The cancer stem cell hypothesis proposes that a small cell population called cancer stem cells (CSC) or tumor progenitors is responsible for tumor formation and metastasis due to its ability to self-renew, differentiate and migrate. Moreover, this population has been implicated to therapy resistance and tumor recurrence. It has been argued that the standard cancer monotherapy eliminates bulk tumor cells but not a CSC population, eventually leading to relapse. This new concept of tumorigenesis suggests that a tumor will not recur if no CSC had survived, and therapies that also target tumor progenitors may lead to more effective cancer treatments. Biomarkers that are deregulated in tumor progenitors are of special interest because they not only serve as potential targets in cancer therapy but also may be used to predict treatment outcome. The number of cancer stem cells and their intrinsic determinant of radiosensitivity vary between tumors affecting their radiocurability.

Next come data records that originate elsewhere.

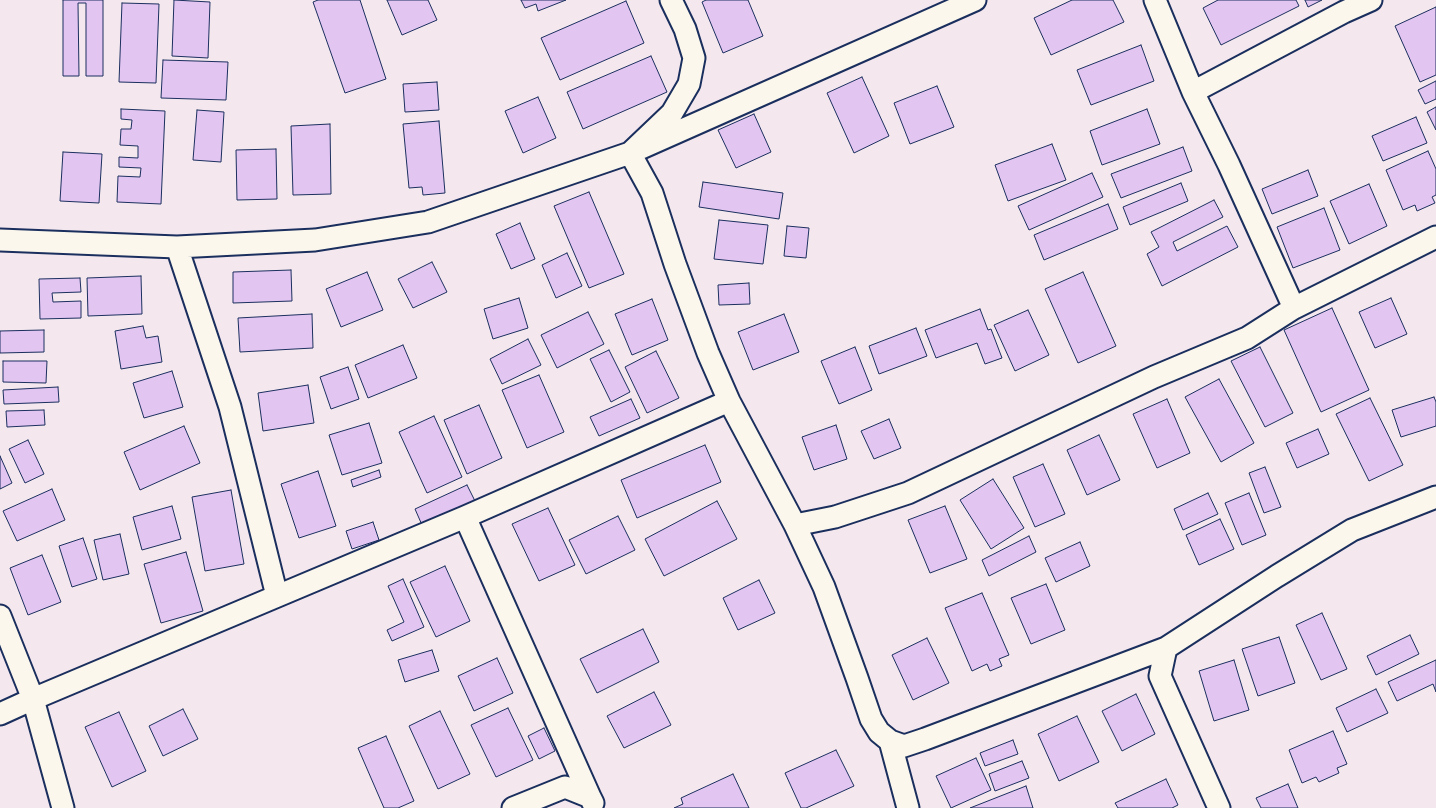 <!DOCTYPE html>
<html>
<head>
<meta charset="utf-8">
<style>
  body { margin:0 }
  canvas { display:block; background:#f4e8ee }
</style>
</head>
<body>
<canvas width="1436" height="808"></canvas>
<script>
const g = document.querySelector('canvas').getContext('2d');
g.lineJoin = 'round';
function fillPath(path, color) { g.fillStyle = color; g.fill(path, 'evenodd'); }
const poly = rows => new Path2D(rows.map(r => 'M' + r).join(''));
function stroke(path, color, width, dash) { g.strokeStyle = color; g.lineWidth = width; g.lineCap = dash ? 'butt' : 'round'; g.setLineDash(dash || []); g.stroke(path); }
const building = poly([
  [63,0,103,0,103,76,86,76,86,3,78,3,79,76,63,76,63,0],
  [174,0,210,2,208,58,172,56,174,0],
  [318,0,360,0,386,79,345,93,313,2,318,0],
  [387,0,428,0,437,20,402,35,387,0],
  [521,0,566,0,538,11,536,4,525,8,521,0],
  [706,0,748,0,763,36,723,53,702,2,706,0],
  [1072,0,1113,0,1124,22,1051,55,1034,18,1072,0],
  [1218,0,1296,0,1299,6,1221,45,1203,8,1218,0],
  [1305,0,1322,0,1308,7,1305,0],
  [626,1,644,43,560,80,541,38,626,1],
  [122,3,159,4,156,83,119,82,122,3],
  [1436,7,1436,75,1420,82,1395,26,1436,7],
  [1141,45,1154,81,1091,105,1077,70,1141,45],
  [651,56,667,92,583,129,567,92,651,56],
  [163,60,228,62,226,100,161,98,163,60],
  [862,77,889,136,854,153,827,93,862,77],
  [1436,81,1436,99,1425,104,1418,90,1436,81],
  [437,82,439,110,405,112,403,84,437,82],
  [937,86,954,127,910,144,894,103,937,86],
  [538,97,556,138,523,153,505,111,538,97],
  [1436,107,1436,130,1427,112,1436,107],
  [121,109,165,111,161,204,117,202,118,176,140,177,141,168,119,167,119,157,138,158,138,146,120,145,121,129,131,129,132,120,121,119,121,109],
  [1147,109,1160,144,1102,165,1090,131,1147,109],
  [197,110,224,112,221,162,193,160,197,110],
  [754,114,771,152,736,168,718,130,754,114],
  [1416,117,1427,143,1383,161,1372,136,1416,117],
  [439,121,445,193,423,195,422,187,409,188,403,124,439,121],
  [330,124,331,194,293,195,291,126,330,124],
  [1052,144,1066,180,1008,201,995,165,1052,144],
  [1183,147,1192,171,1121,198,1111,174,1183,147],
  [276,149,277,199,237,200,236,150,276,149],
  [1428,151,1436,169,1436,195,1432,197,1435,203,1417,211,1415,205,1403,210,1386,170,1428,151],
  [63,152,102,154,99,203,60,201,63,152],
  [1308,170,1318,196,1272,214,1262,189,1308,170],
  [1092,173,1103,197,1029,230,1018,206,1092,173],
  [703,182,783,193,779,219,699,207,703,182],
  [1181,183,1188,201,1130,225,1123,207,1181,183],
  [1369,184,1387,226,1349,244,1330,201,1369,184],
  [589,192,624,274,589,288,554,206,589,192],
  [1214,200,1223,217,1173,242,1177,251,1227,226,1238,247,1162,286,1147,254,1159,247,1151,232,1214,200],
  [1108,204,1118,229,1044,260,1034,235,1108,204],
  [1324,208,1340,250,1293,268,1277,227,1324,208],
  [719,220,768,225,763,264,714,259,719,220],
  [520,223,535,259,511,269,496,234,520,223],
  [787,226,809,228,806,258,784,256,787,226],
  [567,253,582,286,556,298,542,265,567,253],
  [432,262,447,292,413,308,398,279,432,262],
  [291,270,292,301,233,303,233,272,291,270],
  [367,272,383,310,341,327,326,289,367,272],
  [1083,272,1116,346,1078,363,1045,289,1083,272],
  [141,276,142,314,88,316,87,278,141,276],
  [80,278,81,292,52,293,53,302,81,301,81,318,40,319,39,279,80,278],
  [749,283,750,304,719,305,718,285,749,283],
  [519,298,528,328,493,339,484,309,519,298],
  [1391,298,1407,334,1375,348,1359,312,1391,298],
  [652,299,668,340,632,355,615,314,652,299],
  [1332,308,1369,390,1321,412,1284,330,1332,308],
  [980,309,988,330,991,329,1002,358,985,364,977,343,936,358,925,330,980,309],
  [1028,310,1049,355,1015,371,994,325,1028,310],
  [588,312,604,344,557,368,541,335,588,312],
  [312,314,313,348,240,352,238,318,312,314],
  [784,314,799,352,753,370,738,332,784,314],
  [143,326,146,338,158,336,162,362,121,369,115,331,143,326],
  [916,328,927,356,879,374,869,346,916,328],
  [44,330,44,352,0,353,0,331,44,330],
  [528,339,541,365,502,384,490,359,528,339],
  [403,345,417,378,368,398,355,365,403,345],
  [855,347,872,390,839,404,821,361,855,347],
  [1260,347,1293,413,1265,427,1231,361,1260,347],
  [609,350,630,392,611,402,590,359,609,350],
  [656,351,679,398,647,413,625,367,656,351],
  [3,361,47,361,46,383,3,382,3,361],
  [348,367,359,399,331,409,320,377,348,367],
  [172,371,183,407,144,418,133,383,172,371],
  [539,375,564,432,527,448,502,390,539,375],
  [1219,379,1254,443,1221,462,1185,397,1219,379],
  [308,385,314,423,263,431,258,393,308,385],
  [58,387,59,402,4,404,3,390,58,387],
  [1434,397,1436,402,1436,426,1401,437,1392,410,1434,397],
  [1370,398,1403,465,1369,481,1336,414,1370,398],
  [631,399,640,418,599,436,590,417,631,399],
  [1167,399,1190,453,1157,468,1133,414,1167,399],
  [479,405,502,458,467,474,444,420,479,405],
  [44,410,45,425,7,427,6,411,44,410],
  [434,416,462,477,427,493,399,432,434,416],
  [889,419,901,448,874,459,861,431,889,419],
  [369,423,382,463,342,475,329,435,369,423],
  [836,425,847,459,814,470,802,437,836,425],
  [184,426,200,463,140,490,124,452,184,426],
  [1318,429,1329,454,1297,468,1286,443,1318,429],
  [1099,435,1120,480,1087,495,1067,450,1099,435],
  [28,440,44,474,25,483,9,449,28,440],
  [705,445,721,482,637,518,621,480,705,445],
  [0,456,12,483,0,489,0,456],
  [1043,464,1065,514,1035,527,1013,477,1043,464],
  [1265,467,1281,507,1264,513,1249,473,1265,467],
  [379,470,381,477,353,487,351,480,379,470],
  [318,471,336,526,299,538,281,484,318,471],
  [993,479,1024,528,991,549,960,500,993,479],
  [467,485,475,501,422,525,415,509,467,485],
  [52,489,65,520,17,541,3,511,52,489],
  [231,490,244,564,205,571,192,497,231,490],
  [1208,493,1218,514,1183,530,1174,509,1208,493],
  [1249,493,1266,535,1242,545,1225,503,1249,493],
  [717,501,737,539,664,576,645,539,717,501],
  [172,506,181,539,142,550,133,517,172,506],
  [945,506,967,559,930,573,908,520,945,506],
  [548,508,575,565,539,581,512,524,548,508],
  [618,516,635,550,586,574,569,540,618,516],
  [1220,519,1234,549,1199,565,1186,535,1220,519],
  [373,522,379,540,352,549,346,531,373,522],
  [120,534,129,574,103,580,94,540,120,534],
  [1029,536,1036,552,989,576,982,560,1029,536],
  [83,538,97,579,72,587,59,546,83,538],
  [1080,542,1090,566,1056,582,1045,558,1080,542],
  [186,552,203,611,161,623,144,564,186,552],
  [42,555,61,602,28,615,10,568,42,555],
  [445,566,470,621,436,637,410,582,445,566],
  [403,579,424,627,392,641,387,630,404,622,388,586,403,579],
  [759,580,775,613,738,630,723,598,759,580],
  [1046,584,1065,630,1031,644,1011,598,1046,584],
  [982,593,1009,655,999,659,1002,666,990,671,987,664,972,671,945,608,982,593],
  [1322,613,1347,669,1321,680,1296,625,1322,613],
  [643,629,659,662,597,693,580,659,643,629],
  [1410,635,1419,654,1376,675,1367,656,1410,635],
  [1279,637,1295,683,1258,696,1242,649,1279,637],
  [927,638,949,683,913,700,892,655,927,638],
  [432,650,439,671,405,682,398,660,432,650],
  [497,658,513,693,474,711,458,676,497,658],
  [1234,660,1249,710,1214,721,1199,671,1234,660],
  [1436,660,1436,692,1433,684,1397,701,1388,682,1436,660],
  [1376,689,1388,713,1347,732,1336,708,1376,689],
  [654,692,671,725,624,748,607,716,654,692],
  [1136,694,1155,734,1122,751,1102,711,1136,694],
  [508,708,533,760,496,777,471,725,508,708],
  [183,709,198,739,163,756,149,726,183,709],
  [440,711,470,774,438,789,409,726,440,711],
  [119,712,146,771,112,787,85,727,119,712],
  [1077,716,1099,762,1059,781,1038,734,1077,716],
  [544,728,555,751,539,759,528,736,544,728],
  [1333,731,1347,764,1337,768,1339,773,1319,782,1316,777,1302,783,1289,750,1333,731],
  [386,736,414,801,398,808,384,808,358,748,386,736],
  [1013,740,1018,754,985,766,980,753,1013,740],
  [836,750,854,786,806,808,801,808,785,773,836,750],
  [976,758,991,790,951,808,936,776,976,758],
  [1022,761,1029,778,995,791,989,774,1022,761],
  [733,774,749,808,674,808,683,804,681,798,733,774],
  [1166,779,1178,805,1172,808,1118,808,1115,803,1166,779],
  [1288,784,1298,808,1261,808,1256,798,1288,784],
  [1026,786,1033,808,970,808,1026,786]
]);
const minor = poly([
  [671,0,685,29,694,58,689,84,672,113,630,153,652,193,675,264,708,353,729,401,795,525,824,587,857,678,871,719,879,732,890,741,904,746,925,739,1166,648,1277,576,1352,530,1436,497],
  [1155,0,1193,92,1229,165,1294,308],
  [1193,92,1344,12,1371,0],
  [0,240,177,247,230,407,277,596],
  [177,247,315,240,428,222,630,153,975,0],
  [465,517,590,797],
  [795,525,835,517,908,493,1154,377,1247,338,1294,308,1436,237],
  [0,616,33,699,63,808],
  [1166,648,1160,676,1219,808],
  [0,714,33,699,465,517,729,401],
  [890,741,908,808],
  [513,808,565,787,590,797,593,803]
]);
fillPath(building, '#e3c5f2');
stroke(building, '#1b2f5e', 1);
stroke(minor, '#1b2f5e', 25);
stroke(minor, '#fbf7ec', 21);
</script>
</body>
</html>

Therefore, CSC-associated markers are an example of predictors for radiocurability that can be prospectively used for individualized tailoring of treatment. Emerging high throughput screening technologies employing functional cell-based approaches, comprehensive genomic and proteomic analysis expand our knowledge regarding the role of genes and proteins in the regulation of CSC properties and allow us to develop new predictive biomarkers and therapeutic strategies.
The objectives of our study are:
- Characterization of new CSC based biomarkers for the development of predictive tests based on CSC density, distribution and sensitivity to therapy.
- Identification of small molecules which can specifically target CSC to restore tumor radio- and chemo responsiveness.
- Understanding the genetic programs and biological processes underlying cancer stem cell biology.